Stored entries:
- - - - -

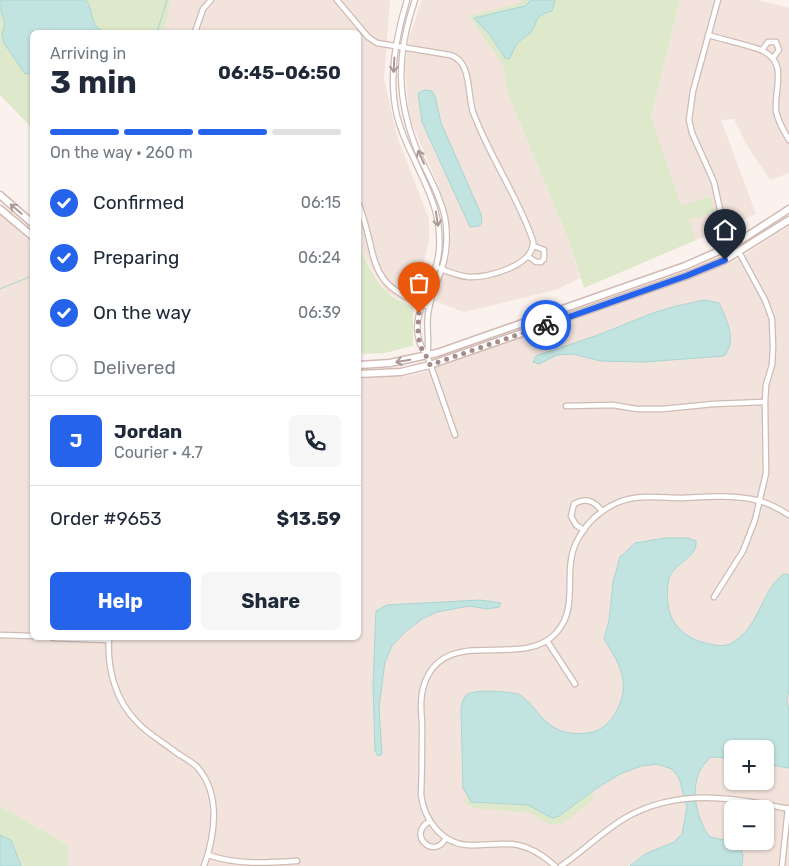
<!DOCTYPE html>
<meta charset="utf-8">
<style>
:root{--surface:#fff;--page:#f6f6f7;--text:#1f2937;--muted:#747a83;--line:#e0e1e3;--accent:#2563eb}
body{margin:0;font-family:Rubik,sans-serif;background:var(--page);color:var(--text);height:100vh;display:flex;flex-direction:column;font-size:19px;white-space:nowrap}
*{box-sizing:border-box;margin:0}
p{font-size:16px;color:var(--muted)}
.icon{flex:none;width:28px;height:28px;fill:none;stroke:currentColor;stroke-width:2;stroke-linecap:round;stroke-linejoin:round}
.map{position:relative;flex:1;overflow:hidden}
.drawer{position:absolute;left:30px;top:30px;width:331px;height:610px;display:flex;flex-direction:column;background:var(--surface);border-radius:8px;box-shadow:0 1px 4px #0004}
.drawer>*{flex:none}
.buttons{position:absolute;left:724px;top:740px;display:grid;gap:10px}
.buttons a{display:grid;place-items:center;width:50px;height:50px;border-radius:8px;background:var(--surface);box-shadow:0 1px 4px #0004;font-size:25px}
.pin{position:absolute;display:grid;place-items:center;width:42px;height:42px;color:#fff;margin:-51px -21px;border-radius:50% 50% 50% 0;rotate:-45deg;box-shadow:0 0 5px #0007}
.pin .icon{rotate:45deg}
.courier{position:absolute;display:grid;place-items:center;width:50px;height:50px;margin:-25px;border:4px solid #2563eb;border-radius:50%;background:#fff;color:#222;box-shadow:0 1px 6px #0007}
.overview em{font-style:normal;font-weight:700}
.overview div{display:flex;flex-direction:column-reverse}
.overview{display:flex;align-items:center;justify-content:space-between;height:85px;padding:0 20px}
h1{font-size:32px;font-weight:700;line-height:38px}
.bar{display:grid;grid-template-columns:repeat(4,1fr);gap:8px 5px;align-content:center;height:60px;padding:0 20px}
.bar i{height:6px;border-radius:4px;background:var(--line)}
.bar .on{background:var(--accent)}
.bar p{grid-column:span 4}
.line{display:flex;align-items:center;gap:12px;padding:0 20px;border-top:1px solid var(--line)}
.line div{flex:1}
.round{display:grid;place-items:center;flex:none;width:52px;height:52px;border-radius:8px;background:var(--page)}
ol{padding:0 20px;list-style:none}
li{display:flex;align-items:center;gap:15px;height:55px}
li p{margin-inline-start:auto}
li .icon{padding:5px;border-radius:50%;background:var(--accent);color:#fff;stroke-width:4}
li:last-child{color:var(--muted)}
li i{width:28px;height:28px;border:2px solid var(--line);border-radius:50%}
.button{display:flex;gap:10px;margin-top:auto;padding:10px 20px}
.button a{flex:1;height:58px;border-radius:8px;background:var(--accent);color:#fff;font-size:20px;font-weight:700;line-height:58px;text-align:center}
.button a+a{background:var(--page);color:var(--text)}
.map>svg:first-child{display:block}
.residential{fill:#f2e3dc;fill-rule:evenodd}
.green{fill:#dee9cb}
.water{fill:#c2e4e1;stroke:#a9d5d2}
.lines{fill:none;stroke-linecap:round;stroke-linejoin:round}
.stream{stroke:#a9d5d2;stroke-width:1}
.minor-casing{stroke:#cfbbb5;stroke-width:7}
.secondary-casing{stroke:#d2bab3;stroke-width:9}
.minor{stroke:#fff;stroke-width:4.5}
.secondary{stroke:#fff;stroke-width:6}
.oneway{stroke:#ac9997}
.done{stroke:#a48c88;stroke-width:5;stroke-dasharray:0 9}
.route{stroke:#2563eb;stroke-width:6}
</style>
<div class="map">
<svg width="789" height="866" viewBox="0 0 789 866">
<rect width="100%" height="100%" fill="#fbf2ed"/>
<g class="residential">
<polygon points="171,0 390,0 384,79 397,136 429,219 429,240 413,307 387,292 371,268 360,246 359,239 359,32 164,32"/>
<polygon points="422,0 523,0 521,3 469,16 503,66 507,92 567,236 580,278 556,290 464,312 435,301 449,256 451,232 438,185 409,116 405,68 409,38"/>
<polygon points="680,0 758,0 789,8 789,173 770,180 748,147 734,119 721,120 756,214 696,240 689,220 710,196 681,207 651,117"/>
<path d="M0,214L32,243V638H359V379L406,376L421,373L682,282L733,262L789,226V866H68V845L0,806ZM732,749H765V781H732ZM732,809H765V841H732Z"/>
</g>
<g class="green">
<polygon points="0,0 171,0 164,32 32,32 32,128 0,95"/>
<polygon points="523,0 680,0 651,117 681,206 710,196 715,212 689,220 696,240 584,288 567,236 507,92 503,66 469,16 520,3"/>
<path d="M359,239C362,256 374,278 386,291C392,298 405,303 413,307V346L385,353L359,354Z"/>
<polygon points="594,790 592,801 563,823 556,824 548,824 531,813 474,808 466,804 463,799 468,799 475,803 528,805 555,817"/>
<polygon points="0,806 68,845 68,866 0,866"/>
</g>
<g class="water">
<path d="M1,0H86C94,11 90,26 104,32H32V73L25,74L4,43L2,34L5,24L1,12Z"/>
<path d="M531,0H555L552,11C532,17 540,19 531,32C527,37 520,39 516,45C513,49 513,54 509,59L505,58L490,35L474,18L525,6Z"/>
<polygon points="424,90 432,91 435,96 441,123 481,214 482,223 479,226 470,227 422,122 418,93"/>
<path d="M705,300L719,303C726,318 738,341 724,356L644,362L601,361L573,354L557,355L539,364L533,362L536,356L598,335L653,313L676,306Z"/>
<path d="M665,538H688L696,541C698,558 672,564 669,579C662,613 676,638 710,644C719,646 727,647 735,641C760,625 762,589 784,574L789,575V690L787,699L789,712V768L765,764V749H732V758L711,757C688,776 693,810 707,833L710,837L739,843L743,855L742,866H630L645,854L674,842L682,834L687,807L679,778L672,769L657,764L641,766L620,774L594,790L559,816L552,818L528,805L471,802L463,788L461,709C462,705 462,701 464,698C468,687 508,692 518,694C534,702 540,723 561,731C570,734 586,735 596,731C614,724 626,698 623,680C621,665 612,652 604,639L609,621L613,582L620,557L635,543Z"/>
<polygon points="480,600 501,603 499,607 487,609 469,606 437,612 422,619 405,632 392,646 385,662 379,707 382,754 378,756 375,751 373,685 376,611 387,605"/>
<polygon points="0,835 11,840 21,866 0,866"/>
</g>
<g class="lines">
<g class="stream">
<polyline points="157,32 167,0"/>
<polyline points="0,289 32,276"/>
</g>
<defs>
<g id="minor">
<path d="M337,0L368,37L377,43L450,55C472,61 467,94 473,112C489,156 518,196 533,241C535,265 489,278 469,277C458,276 446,271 436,267"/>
<path d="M407,0C396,37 388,77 397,116C401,132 408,147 415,161C425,184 438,207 439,233C440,244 439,256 436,266C428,294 404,328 427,355L455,435"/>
<path d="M415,0C396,55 396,101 419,155C428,175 441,197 445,218C448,234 447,255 441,271C436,285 430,298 428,314C426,328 430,342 427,355"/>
<polyline points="718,0 693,91 689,120 692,133 714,182 722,219 735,244"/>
<polyline points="195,32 203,9 211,0"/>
<path d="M708,35C725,40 744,44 761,50C789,62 774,88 776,111C778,122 784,131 789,140"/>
<polyline points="762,50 768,42 776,42 779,50 773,58"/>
<path d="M359,205C380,260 363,283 429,307"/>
<polyline points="529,257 536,262 541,262 544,259 544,250 534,246"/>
<polyline points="566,406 613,405 637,409 663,409 713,404 765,402"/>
<path d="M584,530L576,525L571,516L574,504C586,497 594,501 602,511"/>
<polyline points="714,597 743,551 755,520 766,473 765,402 766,385 772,365 773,347 772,319 765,300 739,252"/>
<polyline points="0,635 32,636"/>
<polyline points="53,638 109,640"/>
<path d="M109,638C107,668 115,700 137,722C147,733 161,741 173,750C180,756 192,761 198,768C221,795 215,835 204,866"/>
<polyline points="547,641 575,684"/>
<path d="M430,821C406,834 434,861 446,838"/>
<path d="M208,855C238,865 266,863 297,861"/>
<path d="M555,866C544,856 533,848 518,845C501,842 484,846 467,845C441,843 424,819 421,795C422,771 422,747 422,723C421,710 420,697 424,685C444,623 522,671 556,633C580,607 562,573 576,543C585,524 600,510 619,502C638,494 662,498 683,498C705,497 728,495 751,499C764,501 778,508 789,515"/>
<path d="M561,866C583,851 602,832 625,818C677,788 733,797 789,809"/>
<polyline points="782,866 788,808"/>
</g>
<g id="secondary">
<polyline points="0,195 32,223"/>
<polyline points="0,209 32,236"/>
<polyline points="359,365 390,363 437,353 685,266 735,244 789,209"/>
<polyline points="359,374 401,372 430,365 686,276 725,260 789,220"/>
</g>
</defs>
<use href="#minor" class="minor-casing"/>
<use href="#secondary" class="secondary-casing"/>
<use href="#minor" class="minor"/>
<use href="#secondary" class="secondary"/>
</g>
<defs><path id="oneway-shaft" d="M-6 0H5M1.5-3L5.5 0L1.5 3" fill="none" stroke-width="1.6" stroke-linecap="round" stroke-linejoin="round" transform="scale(1.25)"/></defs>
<g class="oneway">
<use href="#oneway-shaft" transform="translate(394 65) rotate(93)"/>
<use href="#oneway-shaft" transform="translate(421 157) rotate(-114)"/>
<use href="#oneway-shaft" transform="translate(16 209) rotate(-140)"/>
<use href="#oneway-shaft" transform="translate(437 219) rotate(81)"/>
<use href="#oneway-shaft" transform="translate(403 361) rotate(171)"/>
</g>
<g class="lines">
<path class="done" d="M419,313C418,324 417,336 421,347C424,353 428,358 430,365L546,325"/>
<polyline class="route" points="546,325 686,276 725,260"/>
</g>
</svg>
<div class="buttons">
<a>+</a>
<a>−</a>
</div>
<div class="pin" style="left:419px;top:313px;background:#ea580c"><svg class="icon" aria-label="bag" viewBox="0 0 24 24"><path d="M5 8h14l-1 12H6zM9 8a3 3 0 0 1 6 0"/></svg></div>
<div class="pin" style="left:725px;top:260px;background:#1f2937"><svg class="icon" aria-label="home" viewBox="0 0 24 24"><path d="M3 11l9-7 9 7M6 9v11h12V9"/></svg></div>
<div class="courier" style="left:546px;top:325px"><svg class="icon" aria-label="bike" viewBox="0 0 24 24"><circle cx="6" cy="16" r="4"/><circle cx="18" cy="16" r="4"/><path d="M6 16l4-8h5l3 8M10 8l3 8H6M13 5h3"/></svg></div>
<section class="drawer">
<div class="overview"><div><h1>3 min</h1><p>Arriving in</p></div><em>06:45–06:50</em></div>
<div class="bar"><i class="on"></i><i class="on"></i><i class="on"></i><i></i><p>On the way · 260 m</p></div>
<ol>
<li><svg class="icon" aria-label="check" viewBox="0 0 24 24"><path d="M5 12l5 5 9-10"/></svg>Confirmed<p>06:15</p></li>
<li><svg class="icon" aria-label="check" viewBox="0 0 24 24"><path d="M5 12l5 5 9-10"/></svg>Preparing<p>06:24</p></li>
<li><svg class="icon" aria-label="check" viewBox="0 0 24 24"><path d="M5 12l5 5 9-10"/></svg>On the way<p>06:39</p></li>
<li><i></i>Delivered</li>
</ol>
<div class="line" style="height:90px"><b class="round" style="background:var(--accent);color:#fff">J</b><div><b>Jordan</b><p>Courier · 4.7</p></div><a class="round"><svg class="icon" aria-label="phone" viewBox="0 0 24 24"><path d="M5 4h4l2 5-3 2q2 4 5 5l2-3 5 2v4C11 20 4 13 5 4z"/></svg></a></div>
<div class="line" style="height:65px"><div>Order #9653</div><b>$13.59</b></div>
<div class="button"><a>Help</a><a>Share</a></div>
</section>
</div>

- - - - -

**Your objective:**
Each line above that carries the string "shadow" has to be returned.

**Solution:**
.drawer{position:absolute;left:30px;top:30px;width:331px;height:610px;display:flex;flex-direction:column;background:var(--surface);border-radius:8px;box-shadow:0 1px 4px #0004}
.buttons a{display:grid;place-items:center;width:50px;height:50px;border-radius:8px;background:var(--surface);box-shadow:0 1px 4px #0004;font-size:25px}
.pin{position:absolute;display:grid;place-items:center;width:42px;height:42px;color:#fff;margin:-51px -21px;border-radius:50% 50% 50% 0;rotate:-45deg;box-shadow:0 0 5px #0007}
.courier{position:absolute;display:grid;place-items:center;width:50px;height:50px;margin:-25px;border:4px solid #2563eb;border-radius:50%;background:#fff;color:#222;box-shadow:0 1px 6px #0007}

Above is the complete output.